I basically agree with the argument here. I think that approaches to alignment that try to avoid instrumental convergence are generally unlikely to succeed for exactly the reason that this removes the usefulness of AGI.[1] I also agree with jacob_cannell that the terminology choice of "power seeking" is unfortunate and misleading in this regard.
I think this is (at least for me) also one of the core generators of why alignment is so hard: AGI is dangerous for exactly the same reason why it is useful; the danger comes from not one specific kind of failure or one specific module in the model or whatever, but rather the fact that the things we want and don't want fall out of the exact same kind of cognition.
[1]: I do think there exists some work here that might be able to weasel out of this by making use of the surprising effectiveness of less-general intelligence plus the fact that capabilities research mostly pushes this kind of work currently, but this kind of thing has to hinge on a lot of specific assumptions, and I wouldn't bet on it.
I basically agree with the argument here. I think that approaches to alignment that try to avoid instrumental convergence are generally unlikely to succeed for exactly the reason that this removes the usefulness of AGI.
Note that this doesn't need to be a philosophical point, it's a physical fact that appears self-evident if you look at it through the lens of Active Inference: Active Inference as a formalisation of instrumental convergence.
The problem is not that we don't know how to prevent power-seeking or instrumental convergence, because we want power-seeking and instrumental convergence.
Yes, this is still underappreciated in most alignment discourse, perhaps because power-seeking has unfortunate negative connotations. A better less loaded term might be Optionality-seeking. For example human friendships increase long term optionality (more social invites, social support, dating and business opportunities, etc), so a human trading some wealth for activities that increase and strengthen friendships can be instrumentally rational for optionality-maximizing empowerment, even though that doesn't fit the (incorrect) stereotype of 'power-seeking'.
The problem is that we don't know how to align this power-seeking, how to direct the power towards what we want, rather than having side-effects that we don't want.
Well if humans are also agents for which instrumental convergence applies, as you suggest here:
Imitation learning is useful due to Aumann's Agreement Theorem and because instrumental convergence also applies to human intelligence
Then that suggests that we can use instrumental convergence to help solve alignment, because optimizing for human empowerment becomes equivalent to optimizing for our unknown long term values.
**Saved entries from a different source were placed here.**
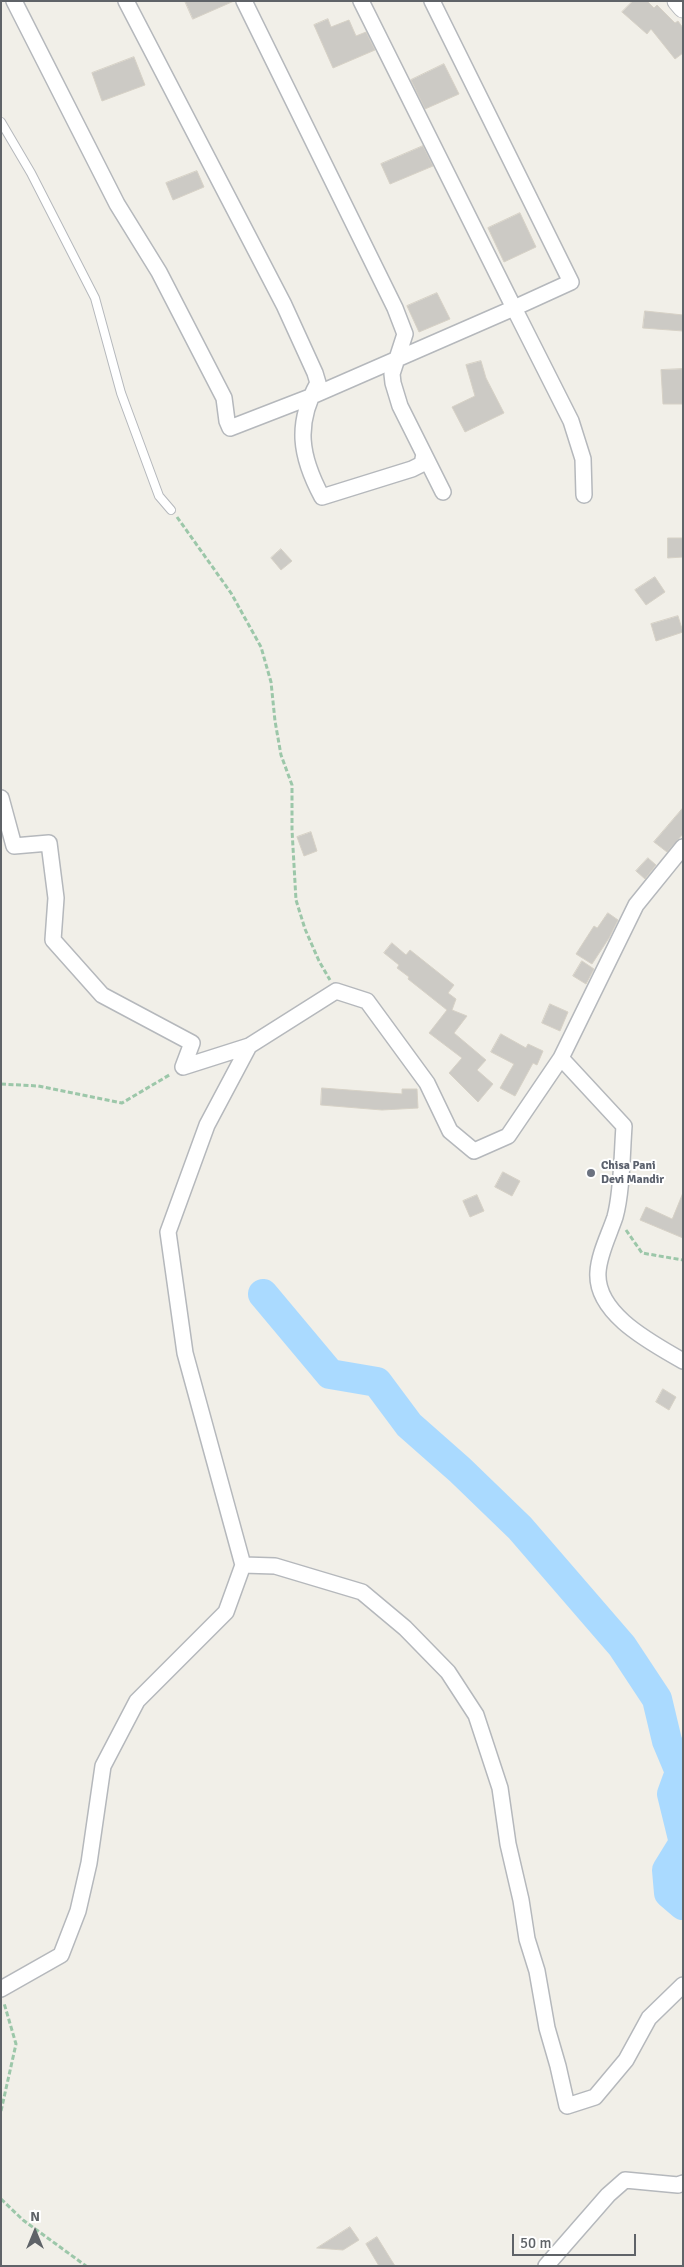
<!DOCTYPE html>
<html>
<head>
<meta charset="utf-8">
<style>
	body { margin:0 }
	#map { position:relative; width:684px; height:2267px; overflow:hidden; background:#f1efe8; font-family:Signika,sans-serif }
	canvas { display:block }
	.frame { position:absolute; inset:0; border:2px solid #5f6368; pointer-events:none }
	.north { position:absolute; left:10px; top:2207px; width:50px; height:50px; -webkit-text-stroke:4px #fff; paint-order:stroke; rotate:0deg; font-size:14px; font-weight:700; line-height:20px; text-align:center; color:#5f6368 }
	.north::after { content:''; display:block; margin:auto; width:18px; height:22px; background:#5f6368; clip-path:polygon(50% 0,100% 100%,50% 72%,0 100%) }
	.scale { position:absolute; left:512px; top:2234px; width:124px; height:22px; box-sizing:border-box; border:2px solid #5f6368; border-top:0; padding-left:6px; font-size:15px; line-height:18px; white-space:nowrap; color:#5f6368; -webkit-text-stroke:4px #fff; paint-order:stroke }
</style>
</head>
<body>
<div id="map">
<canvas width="684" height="2267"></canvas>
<div class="frame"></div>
<div class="north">N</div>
<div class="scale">50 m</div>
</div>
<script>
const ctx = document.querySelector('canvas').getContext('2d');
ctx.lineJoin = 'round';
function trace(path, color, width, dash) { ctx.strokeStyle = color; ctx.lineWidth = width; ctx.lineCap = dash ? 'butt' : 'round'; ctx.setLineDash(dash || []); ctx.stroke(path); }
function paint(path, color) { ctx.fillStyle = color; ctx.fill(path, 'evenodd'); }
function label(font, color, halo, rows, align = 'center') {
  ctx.font = font + ' Signika,sans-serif'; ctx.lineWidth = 4; ctx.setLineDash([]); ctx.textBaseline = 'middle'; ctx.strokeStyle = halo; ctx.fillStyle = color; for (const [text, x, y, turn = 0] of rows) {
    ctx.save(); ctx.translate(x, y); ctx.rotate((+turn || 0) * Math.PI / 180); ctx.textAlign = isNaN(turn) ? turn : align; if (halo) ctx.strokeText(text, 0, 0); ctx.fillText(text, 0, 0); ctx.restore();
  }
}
trace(new Path2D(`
	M263 1294 330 1374 377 1382 409 1425 460 1470 520 1528 622 1646 657 1699 667 1741 680 1772 672 1794 683 1839
	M683 1844 667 1870 669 1893 683 1905`), '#aadaff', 30);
const building = new Path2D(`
	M185 1H234L193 19Z
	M633 1H647L654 8 657 5 675 23 678 21 683 28V53L675 59 651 29 647 34 622 12Z
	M328 19 331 27 349 20 356 36 366 32 375 50 333 68 314 25Z
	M134 57 145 85 102 101 92 73Z
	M444 64 459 94 425 109 411 80Z
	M423 146 433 166 390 184 381 164Z
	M197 171 204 187 173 200 166 183Z
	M520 213 536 247 504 262 488 228Z
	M437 293 450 319 419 332 407 306Z
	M645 311 683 315V331L643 328Z
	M481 361 486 378 504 413 465 432 452 407 475 396 466 365Z
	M682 369 683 404H663L661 370Z
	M668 538H683V557L668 558Z
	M281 549 292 561 281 570 271 558Z
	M655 577 665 592 646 605 635 590Z
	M678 616 683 632 656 641 651 624Z
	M683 808V834L667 852 654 842Z
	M311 832 317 851 304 856 297 837Z
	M648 858 656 865 645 879 636 871Z
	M608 913 618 920 609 938 592 964 576 954 594 926 597 928Z
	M392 943 406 955 410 950 454 985 448 993 456 999 452 1010 467 1016 454 1033 486 1060 477 1070 493 1084 478 1102 449 1073 462 1058 429 1033 447 1010 408 979 409 977 397 968 399 965 384 953Z
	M582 961 594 969 586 984 573 976Z
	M550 1004 568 1012 560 1031 542 1023Z
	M501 1034 526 1048 528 1044 543 1051 537 1065 533 1063 515 1096 500 1088 514 1064 491 1052Z
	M322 1088 402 1094V1089H417L418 1108 382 1110 321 1105Z
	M503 1172 520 1181 512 1196 495 1187Z
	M683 1193V1238L640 1220 646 1207 672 1219Z
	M477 1195 484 1211 470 1217 463 1201Z
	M663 1389 676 1397 669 1410 656 1402Z
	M350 2227 359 2240 343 2250 317 2248Z
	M377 2237 395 2266H379L366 2244Z`);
paint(building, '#cccac5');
trace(building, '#d6d1c6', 1);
const service = new Path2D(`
	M1 122 31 173 95 298 121 393 159 496 171 510`);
const minor = new Path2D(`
	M14 1 117 204 159 272 224 398 227 421 230 428 310 397 514 308 361 1
	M126 1 284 305 315 373 318 383C295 424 300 456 322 497L412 469 422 464 424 454
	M244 1 395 308 405 334 392 374 393 383 400 406 443 492
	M432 1 571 282 514 308 571 421 583 459 584 495
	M1 798 14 846 49 843 56 898 53 940 102 995 192 1043 183 1067 249 1046
	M561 1058 624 1126C622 1153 622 1192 615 1217 609 1235 599 1254 598 1272 595 1314 652 1343 683 1361
	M243 1565 275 1566 362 1592 405 1628 448 1672 476 1715 500 1788 508 1844 521 1900 527 1939 537 1971 547 2028 558 2066 567 2106 595 2097 626 2060 649 2018 683 1985
	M1 1989 61 1955 78 1911 89 1863 103 1766 137 1701 226 1612 243 1565 185 1353 168 1232 207 1125 249 1046 336 991 367 1001 427 1083 450 1131 474 1151 508 1136 561 1058 636 905 683 847
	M546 2266 608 2195 625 2180 678 2185 683 2183`);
const tertiary = new Path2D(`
	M677 1 683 8`);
trace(service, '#b5b8bc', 10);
trace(minor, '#b5b8bc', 18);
trace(tertiary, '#b5b8bc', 21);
trace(new Path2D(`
	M177 517 231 593 261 647 271 682 275 721 281 755 292 785V830L296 900 305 929 319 961 330 980
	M1 1084 38 1086 122 1103 171 1074
	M626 1230 642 1253 683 1260
	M1 2111 16 2044 4 2003
	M1 2199 23 2220 86 2266`), '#9cc7a9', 3, [5, 2.5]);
trace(service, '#fff', 8);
trace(minor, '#fff', 15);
trace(tertiary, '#fff', 19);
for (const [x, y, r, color] of [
	[591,1173,5,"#6b7280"]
]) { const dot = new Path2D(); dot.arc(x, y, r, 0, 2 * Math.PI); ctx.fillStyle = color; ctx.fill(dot); trace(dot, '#fff', 2); }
label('bold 12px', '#5b616d', '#fff', [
	["Chisa Pani",601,1166],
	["Devi Mandir",601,1180]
], 'left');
</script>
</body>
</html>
There are some caveats of course: we may still need to incorporate some model of short term values like hedonic reward, and it's also important to identify the correct agency to empower which is probably not as simple as individual human brains. Humans are not purely selfish rational but instead are partially altruistic; handling that probably requires something like empowering humanity or generic agency more broadly, or empowering distributed software simulacra minds instead of brains.
I totally agree that the choice of "power seeking" is very unfortunate because of the same reasons you describe. I don't think optionality is quite it, though. I think "consequentialist" or "goal seeking" might be better (or we could just stick with "instrumental convergence"--it at least has neutral affect).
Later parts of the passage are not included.